BEGIN Data for review

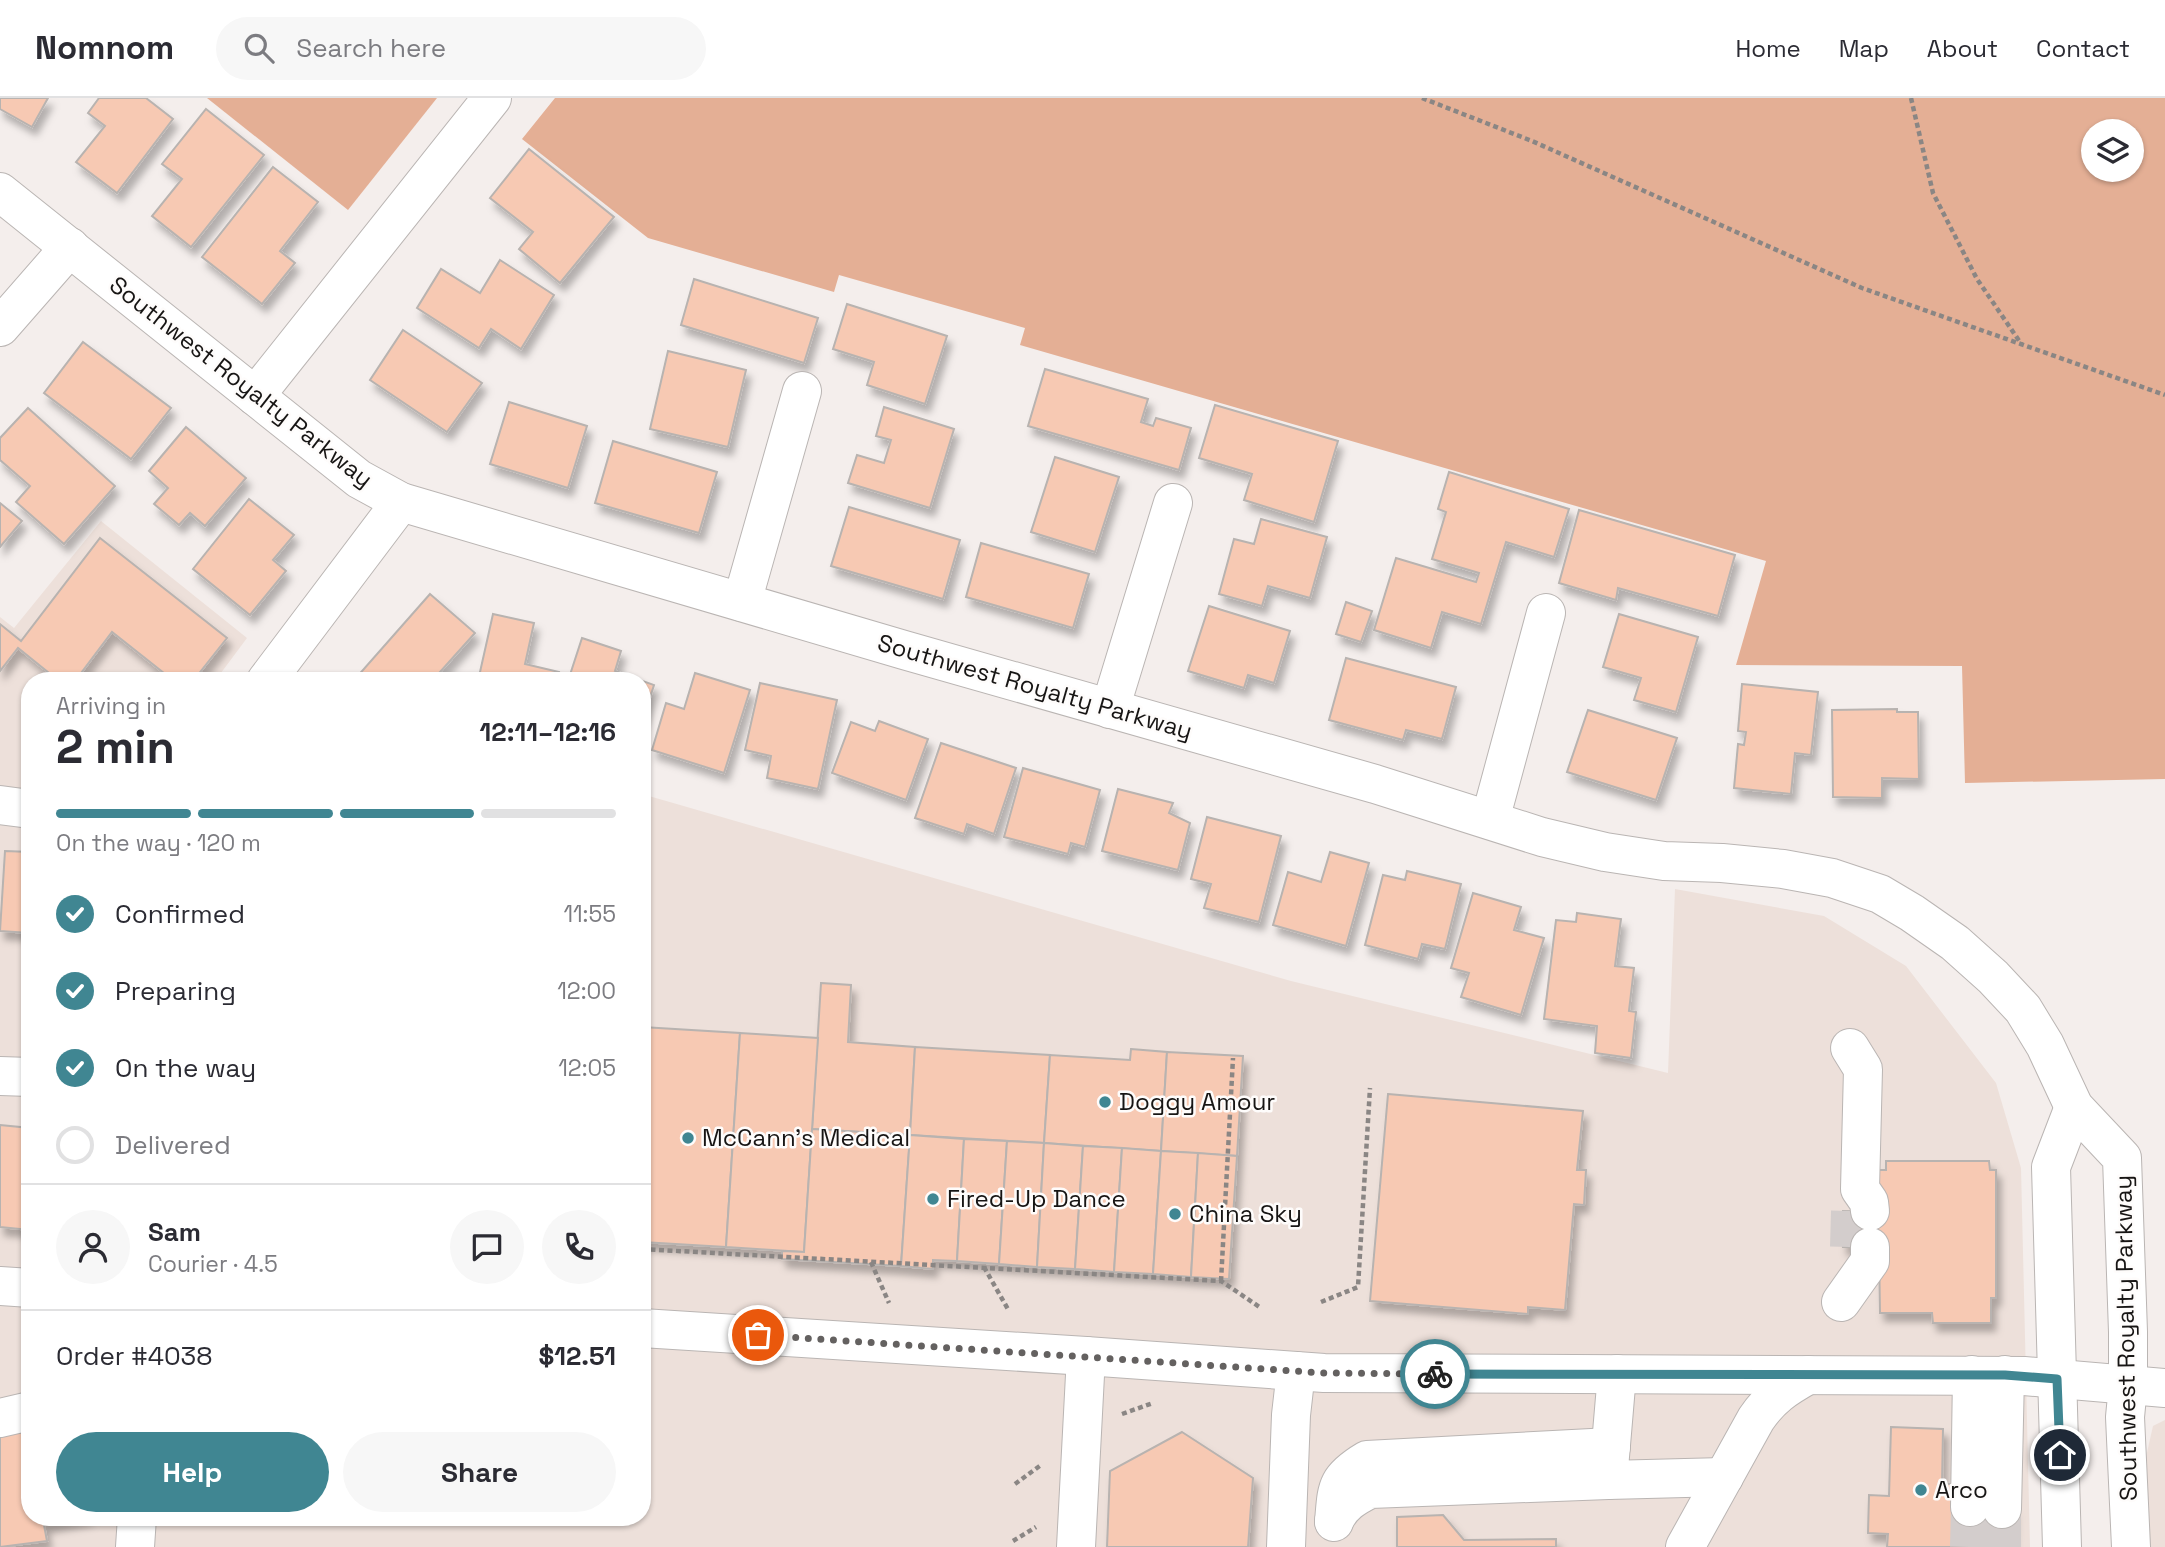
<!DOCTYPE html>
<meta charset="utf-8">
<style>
:root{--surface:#fff;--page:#f7f7f7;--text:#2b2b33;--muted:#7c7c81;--line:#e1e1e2;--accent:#408692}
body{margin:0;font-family:"Space Grotesk",sans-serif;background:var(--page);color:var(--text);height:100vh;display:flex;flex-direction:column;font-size:26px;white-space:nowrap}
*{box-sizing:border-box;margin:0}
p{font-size:23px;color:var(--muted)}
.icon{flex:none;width:38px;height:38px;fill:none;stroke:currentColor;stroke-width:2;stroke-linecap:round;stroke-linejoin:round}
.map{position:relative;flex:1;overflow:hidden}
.sheet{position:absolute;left:21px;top:574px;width:630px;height:854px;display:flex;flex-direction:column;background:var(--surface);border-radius:28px;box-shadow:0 2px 5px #0004}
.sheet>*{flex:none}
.tools{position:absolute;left:2081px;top:21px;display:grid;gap:14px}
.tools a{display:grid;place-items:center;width:63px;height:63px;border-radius:50%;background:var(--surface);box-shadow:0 2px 5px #0004;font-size:35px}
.pin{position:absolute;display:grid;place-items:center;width:60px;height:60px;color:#fff;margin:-30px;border:4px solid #fff;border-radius:50%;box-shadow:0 2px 7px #0007}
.courier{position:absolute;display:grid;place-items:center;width:70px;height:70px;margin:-35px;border:5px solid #408692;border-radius:50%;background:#fff;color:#222;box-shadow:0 2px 9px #0007}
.head em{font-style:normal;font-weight:700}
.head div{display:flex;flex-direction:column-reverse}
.head{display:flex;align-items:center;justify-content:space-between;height:119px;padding:0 35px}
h1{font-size:46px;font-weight:700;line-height:52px}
.bar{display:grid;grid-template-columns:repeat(4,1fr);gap:10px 7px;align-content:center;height:84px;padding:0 35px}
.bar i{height:9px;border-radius:5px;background:var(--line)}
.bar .selected{background:var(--accent)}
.bar p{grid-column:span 4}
.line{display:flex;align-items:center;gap:18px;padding:0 35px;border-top:2px solid var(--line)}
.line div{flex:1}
.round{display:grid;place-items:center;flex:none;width:74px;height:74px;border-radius:37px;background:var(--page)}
ol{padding:0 35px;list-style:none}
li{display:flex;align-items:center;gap:21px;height:77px}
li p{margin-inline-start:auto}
li .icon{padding:7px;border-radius:50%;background:var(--accent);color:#fff;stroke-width:4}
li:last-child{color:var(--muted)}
li i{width:38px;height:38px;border:4px solid var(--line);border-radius:50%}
.cta{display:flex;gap:14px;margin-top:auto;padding:14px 35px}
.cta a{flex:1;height:80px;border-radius:42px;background:var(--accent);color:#fff;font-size:28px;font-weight:700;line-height:80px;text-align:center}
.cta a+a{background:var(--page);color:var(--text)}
header{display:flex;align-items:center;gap:42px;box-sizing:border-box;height:98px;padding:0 35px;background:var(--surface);border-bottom:2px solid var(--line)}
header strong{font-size:33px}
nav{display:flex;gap:38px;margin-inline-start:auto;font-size:24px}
.search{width:490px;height:63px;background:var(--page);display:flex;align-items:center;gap:18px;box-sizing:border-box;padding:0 24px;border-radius:38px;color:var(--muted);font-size:26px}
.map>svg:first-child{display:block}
</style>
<header>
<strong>Nomnom</strong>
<div class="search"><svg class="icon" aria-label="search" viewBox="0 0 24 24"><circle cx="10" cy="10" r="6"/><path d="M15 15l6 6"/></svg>Search here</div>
<nav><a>Home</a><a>Map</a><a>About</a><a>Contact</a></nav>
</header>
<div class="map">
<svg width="2165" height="1449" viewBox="0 0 2165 1449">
<defs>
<filter id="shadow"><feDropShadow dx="4.5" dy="8" stdDeviation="3.5" flood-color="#0004"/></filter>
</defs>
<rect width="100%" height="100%" fill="#f4eeec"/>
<g fill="#ede0da">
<polygon points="101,423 247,540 215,583 30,583 30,1419 642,1419 642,696 1291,883 1668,975 1675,791 1824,818 1906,868 1996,985 2021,1070 2030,1449 0,1449 0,519 14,530"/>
<polygon points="2165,1322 2165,1449 2148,1449 2146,1359 2153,1328"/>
</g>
<g fill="#e4af95" fill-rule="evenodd">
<polygon points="207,0 437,0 348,112"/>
<path d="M555 0H2165V681L1965 685 1962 568 1736 567 1766 463 1020 247 1025 230 839 177 834 194 648 140 522 41ZM2132 33V72H2093V33Z"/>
</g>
<g fill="#f7c9b3" stroke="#b8b3b0" stroke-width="2" filter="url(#shadow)">
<polygon points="0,0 48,0 32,29 0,11"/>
<polygon points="99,0 146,0 173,21 117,95 76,64 105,28 88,15"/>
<polygon points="206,11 264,57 191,149 152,118 182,81 162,66"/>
<polygon points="529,51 614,119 560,185 519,151 533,134 490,100"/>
<polygon points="273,69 318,104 280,153 295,165 262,206 202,159"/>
<polygon points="500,162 554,197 521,251 491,231 479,250 417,210 441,171 480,195"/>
<polygon points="694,181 818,220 804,265 681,227"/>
<polygon points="847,206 947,238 925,306 867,287 874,264 833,251"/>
<polygon points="403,232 482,285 447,334 370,282"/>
<polygon points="83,244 171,310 131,361 44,295"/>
<polygon points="668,253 746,272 728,349 650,331"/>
<polygon points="1045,271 1148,301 1141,324 1153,328 1156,320 1191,330 1179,372 1028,328"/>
<polygon points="509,304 587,328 568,390 490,366"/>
<polygon points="1215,307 1338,343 1314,424 1244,402 1252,376 1199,360"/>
<polygon points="884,309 954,331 930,410 848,385 857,357 884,365 891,342 876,338"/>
<polygon points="28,310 115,388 64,446 16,404 30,388 0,362 0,340"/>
<polygon points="186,329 246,380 205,428 190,415 179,427 154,406 168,390 149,373"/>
<polygon points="613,343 717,374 699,435 595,405"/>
<polygon points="1055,359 1119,379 1095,454 1031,434"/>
<polygon points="1449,374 1569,411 1554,459 1506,444 1481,526 1442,514 1431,550 1374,532 1396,460 1476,484 1479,475 1432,461 1446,414 1438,411"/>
<polygon points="249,401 294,437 273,462 286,473 250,517 193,471"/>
<polygon points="0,405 22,423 0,449"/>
<polygon points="849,409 960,442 943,501 831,468"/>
<polygon points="1579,412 1735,457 1718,518 1618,490 1616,502 1559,485"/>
<polygon points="1261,421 1327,439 1310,500 1268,488 1262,508 1219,496 1234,441 1254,446"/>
<polygon points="100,440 227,540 193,583 174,583 112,534 75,583 59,583 18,550 0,573 0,526 21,543"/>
<polygon points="981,445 1089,476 1073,530 966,499"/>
<polygon points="430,496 475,535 432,583 358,583 355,581"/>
<polygon points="1346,504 1372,513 1361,544 1336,536"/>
<polygon points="1209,508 1290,533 1274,585 1248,577 1244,590 1188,573"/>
<polygon points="493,516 534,525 525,566 559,574 557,583 478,583"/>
<polygon points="1619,516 1698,539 1676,614 1634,602 1641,580 1603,569"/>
<polygon points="582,540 621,553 615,573 654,587 642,624 642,583 568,583"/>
<polygon points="1346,560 1456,589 1442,641 1406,632 1403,642 1329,622"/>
<polygon points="695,575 750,592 724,675 652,652 666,605 684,611"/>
<polygon points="760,585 837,602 818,691 767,680 771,658 745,652"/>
<polygon points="1742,586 1818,594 1811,657 1795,655 1791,696 1734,690 1738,646 1744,647 1746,634 1738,633"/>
<polygon points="1897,611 1897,614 1918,614 1919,681 1882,680 1882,700 1833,699 1832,612"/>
<polygon points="1588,612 1677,640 1656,702 1567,674"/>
<polygon points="879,623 928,641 906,702 832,675 851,624 875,633"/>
<polygon points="941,645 1016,670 994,736 967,726 964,736 915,720"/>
<polygon points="1023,670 1100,692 1085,749 1071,745 1068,756 1004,739"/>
<polygon points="1118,691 1173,705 1169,715 1190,725 1178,772 1102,753"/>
<polygon points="1207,719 1281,738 1259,824 1204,810 1211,786 1191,781"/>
<polygon points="5,753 30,754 30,835 0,833"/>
<polygon points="1330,754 1369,765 1346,848 1273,827 1288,774 1321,784"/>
<polygon points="1407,773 1461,786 1445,851 1422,846 1418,861 1365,847 1383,777 1405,782"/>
<polygon points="1473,795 1521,809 1514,832 1544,840 1521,917 1461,899 1469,875 1451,870"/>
<polygon points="1577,815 1621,821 1615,868 1634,870 1629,913 1636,914 1631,960 1595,955 1597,928 1544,921 1556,822 1576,824"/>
<polygon points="821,885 851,887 848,944 915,949 910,1037 812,1031"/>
<polygon points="642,929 740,935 726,1149 642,1144"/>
<polygon points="740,935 818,940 804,1154 726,1149"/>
<polygon points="915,949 1050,957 1044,1045 910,1037"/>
<polygon points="1131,951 1167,954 1161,1053 1044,1045 1050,957 1130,962"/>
<polygon points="1167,954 1243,958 1237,1058 1161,1053"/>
<polygon points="1388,996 1583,1013 1577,1072 1586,1072 1584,1107 1574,1106 1565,1212 1528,1209 1528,1216 1370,1203"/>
<polygon points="0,1027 30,1030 30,1132 0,1129"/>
<polygon points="812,1031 910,1037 901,1168 782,1161 782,1153 804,1154"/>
<polygon points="910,1037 964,1041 957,1163 933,1162 933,1171 901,1168"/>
<polygon points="964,1041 1007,1043 999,1166 957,1163"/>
<polygon points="1007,1043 1044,1045 1037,1169 999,1166"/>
<polygon points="1044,1045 1083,1048 1075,1171 1037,1169"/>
<polygon points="1083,1048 1122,1050 1114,1174 1075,1171"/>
<polygon points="1122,1050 1161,1053 1153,1176 1114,1174"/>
<polygon points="1161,1053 1198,1055 1191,1179 1153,1176"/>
<polygon points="1198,1055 1237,1058 1229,1181 1191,1179"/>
<polygon points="1886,1063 1989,1063 1990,1072 1996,1072 1996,1200 1991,1200 1991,1225 1933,1225 1932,1215 1880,1215 1879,1149 1843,1149 1843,1113 1878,1114 1878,1072 1886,1072"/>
<polygon points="1891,1329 1943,1331 1942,1386 1953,1386 2012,1411 2010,1449 1887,1449 1888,1436 1868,1435 1869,1397 1889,1398"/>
<polygon points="22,1334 25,1351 30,1350 30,1419 89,1419 44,1427 47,1443 0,1449 0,1338"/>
<polygon points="1182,1334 1253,1380 1248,1449 1107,1449 1110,1373"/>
<polygon points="1443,1417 1464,1442 1556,1441 1556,1449 1397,1449 1397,1419"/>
</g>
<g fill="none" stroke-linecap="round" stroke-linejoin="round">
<g stroke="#d3cdcc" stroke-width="38" stroke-dasharray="38 19" stroke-linecap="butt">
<polyline points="1849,1149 1850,1113"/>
<polyline points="1969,1449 1970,1409"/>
<polyline points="2002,1449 2002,1411"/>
</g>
<defs>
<g id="minor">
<polyline points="0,94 359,381 401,404 904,552 1375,686 1542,739 1605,754 1664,763 1722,765 1783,771 1832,780 1880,796 1912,815 1955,845 1993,879 2023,911 2045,947 2074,1009 2122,1060 2128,1234 2128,1288 2125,1319 2131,1449"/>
<polyline points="0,229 70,149"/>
<polyline points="255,298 492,0"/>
<polyline points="742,504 802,293"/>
<polyline points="266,583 401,404"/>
<polyline points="1110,611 1173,405"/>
<polyline points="0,707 30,711"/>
<polyline points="1490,722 1546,515"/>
<polyline points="1850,950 1863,971 1860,1091 1869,1104 1870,1113"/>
<polyline points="0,978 30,979"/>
<polyline points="0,1188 30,1190"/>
<polyline points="1841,1204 1870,1163 1870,1149"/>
<polyline points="642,1230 1086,1258 1324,1275 2024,1278 2165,1290"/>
<polyline points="1617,1276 1608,1382 1724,1379"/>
<polyline points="0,1320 30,1313"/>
<polyline points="1970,1409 1972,1277"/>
<polyline points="2002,1411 2005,1277"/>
<path d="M1334 1423C1342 1406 1354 1399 1370 1391L1608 1382"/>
<path d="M1334 1424C1337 1390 1335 1381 1367 1362L1611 1349"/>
<polyline points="135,1449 137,1419"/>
<polyline points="1076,1449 1086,1258"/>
<polyline points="1286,1449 1291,1317 1296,1273"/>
<path d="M1685 1449 1756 1321C1771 1299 1785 1290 1808 1277"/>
<polyline points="2062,1449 2051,1069 2074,1009"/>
</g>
</defs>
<use href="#minor" stroke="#bab5b3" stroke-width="40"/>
<g stroke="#8a8684" stroke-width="4.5" stroke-dasharray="5 3.5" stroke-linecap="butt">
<polyline points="1422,0 1532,43 1862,190 2165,297"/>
<polyline points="1911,0 1933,95 1977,181 2022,247"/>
<polyline points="642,1151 1221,1183 1261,1210"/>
<polyline points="871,1164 889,1205"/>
<polyline points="984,1169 1009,1213"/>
<polyline points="1221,1183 1233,960"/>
<polyline points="1321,1204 1358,1189 1370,990"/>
<polyline points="1122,1316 1153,1305"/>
<polyline points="1015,1386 1041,1367"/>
<polyline points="1013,1443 1036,1429"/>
</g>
<use href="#minor" stroke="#fff" stroke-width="38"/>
</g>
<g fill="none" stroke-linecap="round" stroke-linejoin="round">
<polyline stroke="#646160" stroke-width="7" stroke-dasharray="0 12.6" points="758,1237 1324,1275 1435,1276"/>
<polyline stroke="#408692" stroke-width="9" points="1435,1276 2005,1277 2057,1281 2060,1357"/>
</g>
<g fill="#408692" stroke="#fefcfb" stroke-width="2.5">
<circle cx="1105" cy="1004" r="7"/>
<circle cx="688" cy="1040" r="7"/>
<circle cx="933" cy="1101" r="7"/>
<circle cx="1175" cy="1116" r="7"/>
<circle cx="1921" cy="1392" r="7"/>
</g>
<g text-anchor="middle" stroke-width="5" stroke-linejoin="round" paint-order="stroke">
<g font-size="24" fill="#171514" stroke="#fefcfb">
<text transform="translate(241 284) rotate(38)" y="8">Southwest Royalty Parkway</text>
<text transform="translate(1035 589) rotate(16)" y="8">Southwest Royalty Parkway</text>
<text transform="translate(2126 1240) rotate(-91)" y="8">Southwest Royalty Parkway</text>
</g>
<g font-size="24" fill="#171514" stroke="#fefcfb" text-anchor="start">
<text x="1119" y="1012">Doggy Amour</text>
<text x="702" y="1048">McCann's Medical</text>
<text x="947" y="1109">Fired-Up Dance</text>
<text x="1189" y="1124">China Sky</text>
<text x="1935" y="1400">Arco</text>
</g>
</g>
</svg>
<div class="tools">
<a><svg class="icon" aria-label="layers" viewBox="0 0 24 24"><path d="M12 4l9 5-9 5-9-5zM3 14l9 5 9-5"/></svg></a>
</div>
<div class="pin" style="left:758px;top:1237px;background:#ea580c"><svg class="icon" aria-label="bag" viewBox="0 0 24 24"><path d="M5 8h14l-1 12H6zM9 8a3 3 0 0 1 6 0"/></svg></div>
<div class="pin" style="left:2060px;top:1357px;background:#1f2937"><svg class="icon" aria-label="home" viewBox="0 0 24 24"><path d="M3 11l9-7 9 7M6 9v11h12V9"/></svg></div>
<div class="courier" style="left:1435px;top:1276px"><svg class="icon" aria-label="bike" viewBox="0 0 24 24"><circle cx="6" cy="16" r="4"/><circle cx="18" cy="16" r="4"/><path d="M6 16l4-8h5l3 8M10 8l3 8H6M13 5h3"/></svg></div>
<section class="sheet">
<div class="head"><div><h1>2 min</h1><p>Arriving in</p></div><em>12:11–12:16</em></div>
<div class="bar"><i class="selected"></i><i class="selected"></i><i class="selected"></i><i></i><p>On the way · 120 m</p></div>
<ol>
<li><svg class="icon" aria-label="check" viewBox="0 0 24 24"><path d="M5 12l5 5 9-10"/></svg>Confirmed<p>11:55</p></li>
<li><svg class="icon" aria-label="check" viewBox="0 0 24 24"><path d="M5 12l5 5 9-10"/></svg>Preparing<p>12:00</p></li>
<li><svg class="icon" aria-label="check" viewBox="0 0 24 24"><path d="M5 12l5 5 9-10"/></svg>On the way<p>12:05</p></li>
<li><i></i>Delivered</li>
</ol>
<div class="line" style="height:126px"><a class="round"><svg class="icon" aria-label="person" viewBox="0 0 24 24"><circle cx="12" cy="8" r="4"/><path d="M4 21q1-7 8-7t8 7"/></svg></a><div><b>Sam</b><p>Courier · 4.5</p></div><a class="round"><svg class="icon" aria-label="chat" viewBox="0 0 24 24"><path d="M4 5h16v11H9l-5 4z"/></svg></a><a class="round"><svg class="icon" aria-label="phone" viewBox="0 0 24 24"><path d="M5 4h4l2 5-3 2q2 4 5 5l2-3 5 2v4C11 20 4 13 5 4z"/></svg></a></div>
<div class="line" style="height:91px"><div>Order #4038</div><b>$12.51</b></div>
<div class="cta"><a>Help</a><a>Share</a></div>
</section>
</div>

END Data for review

- [What you should do]: Look for the word "position" throughout the material above and copy every line that has it.

- [Output for this task]:
.map{position:relative;flex:1;overflow:hidden}
.sheet{position:absolute;left:21px;top:574px;width:630px;height:854px;display:flex;flex-direction:column;background:var(--surface);border-radius:28px;box-shadow:0 2px 5px #0004}
.tools{position:absolute;left:2081px;top:21px;display:grid;gap:14px}
.pin{position:absolute;display:grid;place-items:center;width:60px;height:60px;color:#fff;margin:-30px;border:4px solid #fff;border-radius:50%;box-shadow:0 2px 7px #0007}
.courier{position:absolute;display:grid;place-items:center;width:70px;height:70px;margin:-35px;border:5px solid #408692;border-radius:50%;background:#fff;color:#222;box-shadow:0 2px 9px #0007}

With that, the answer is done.